Task details - Reprint each record exactly. Pictures are not reprinted.

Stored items

+ + + +

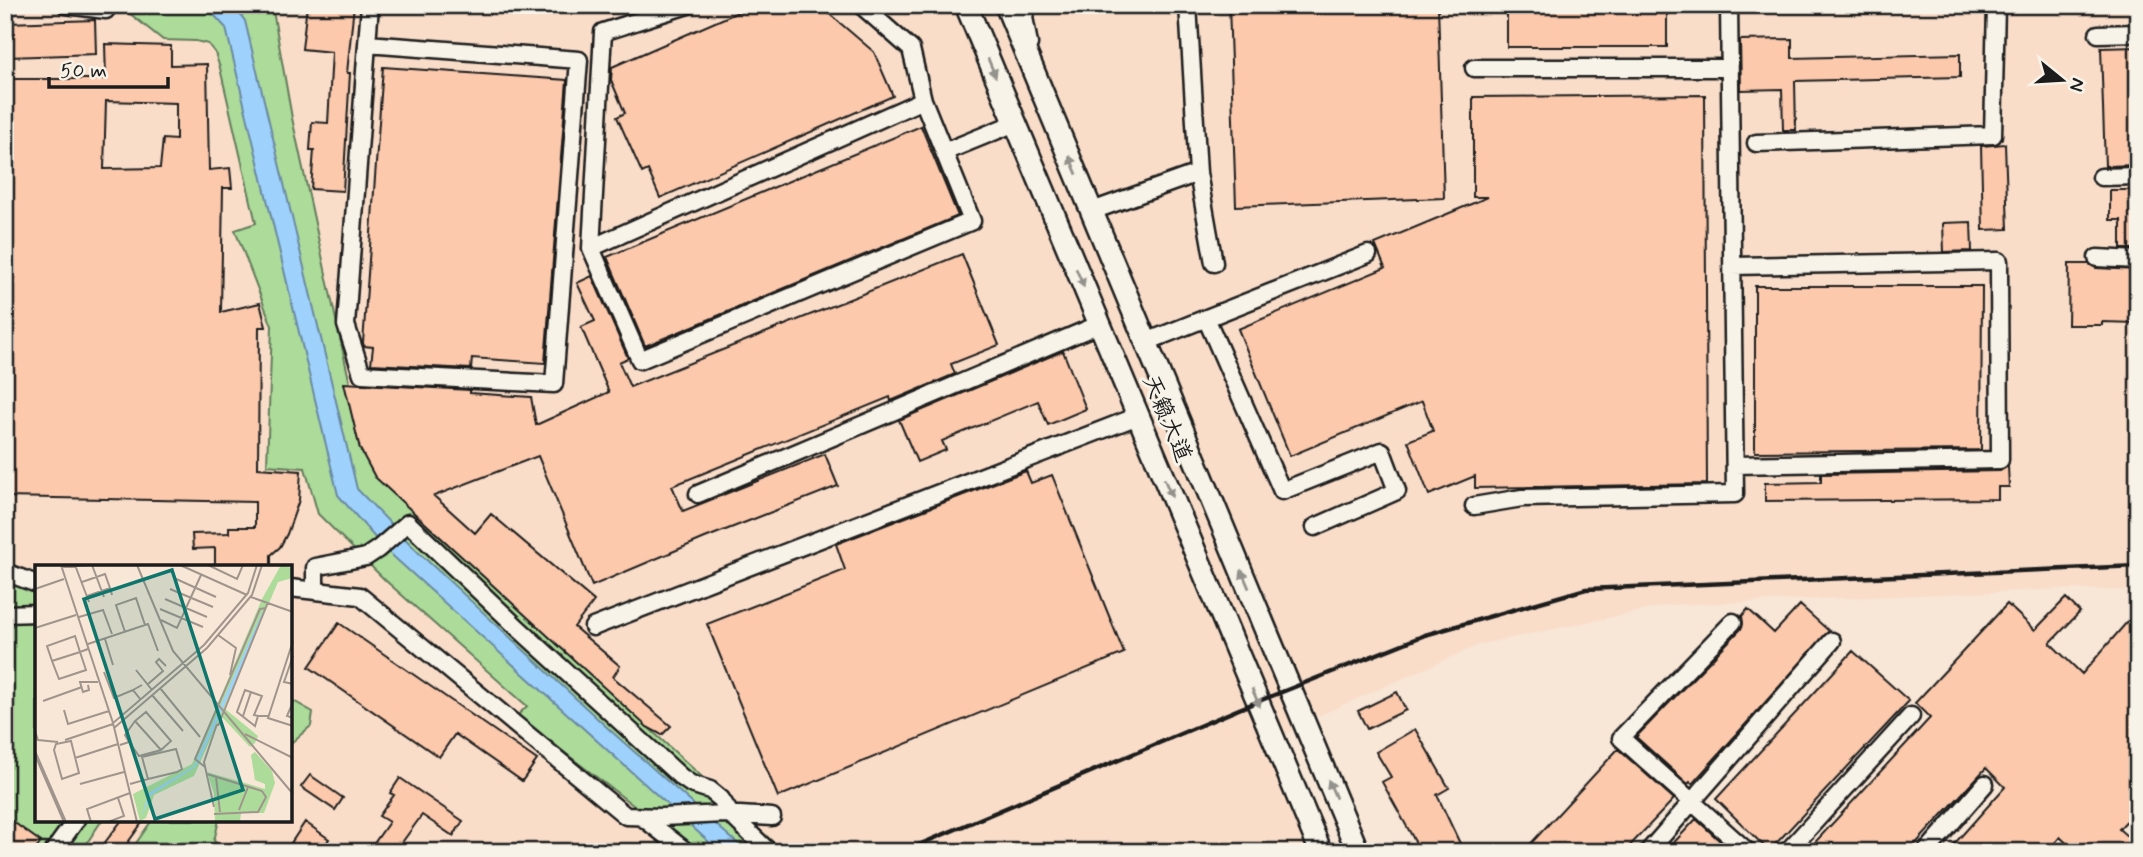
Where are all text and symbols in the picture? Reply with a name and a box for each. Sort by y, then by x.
scale bar [49,46,168,90]
north arrow [2028,46,2098,116]
text: 50 m [60,57,107,85]
one-way arrow [987,58,998,79]
text: N [2063,75,2091,95]
one-way arrow [1067,154,1078,175]
one-way arrow [1075,268,1086,289]
street label: 天籁大道 [1134,371,1198,467]
one-way arrow [1162,478,1174,498]
inset map [35,565,292,822]
one-way arrow [1239,568,1250,589]
one-way arrow [1251,687,1262,708]
one-way arrow [1326,778,1337,799]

+ + + +

Answer below -
Where are all text and symbols in the picture? Reply with a name and a box for each. Sort by y, then by x.
scale bar [49,46,168,90]
north arrow [2028,46,2098,116]
text: 50 m [60,57,107,85]
one-way arrow [987,58,998,79]
text: N [2063,75,2091,95]
one-way arrow [1067,154,1078,175]
one-way arrow [1075,268,1086,289]
street label: 天籁大道 [1134,371,1198,467]
one-way arrow [1162,478,1174,498]
inset map [35,565,292,822]
one-way arrow [1239,568,1250,589]
one-way arrow [1251,687,1262,708]
one-way arrow [1326,778,1337,799]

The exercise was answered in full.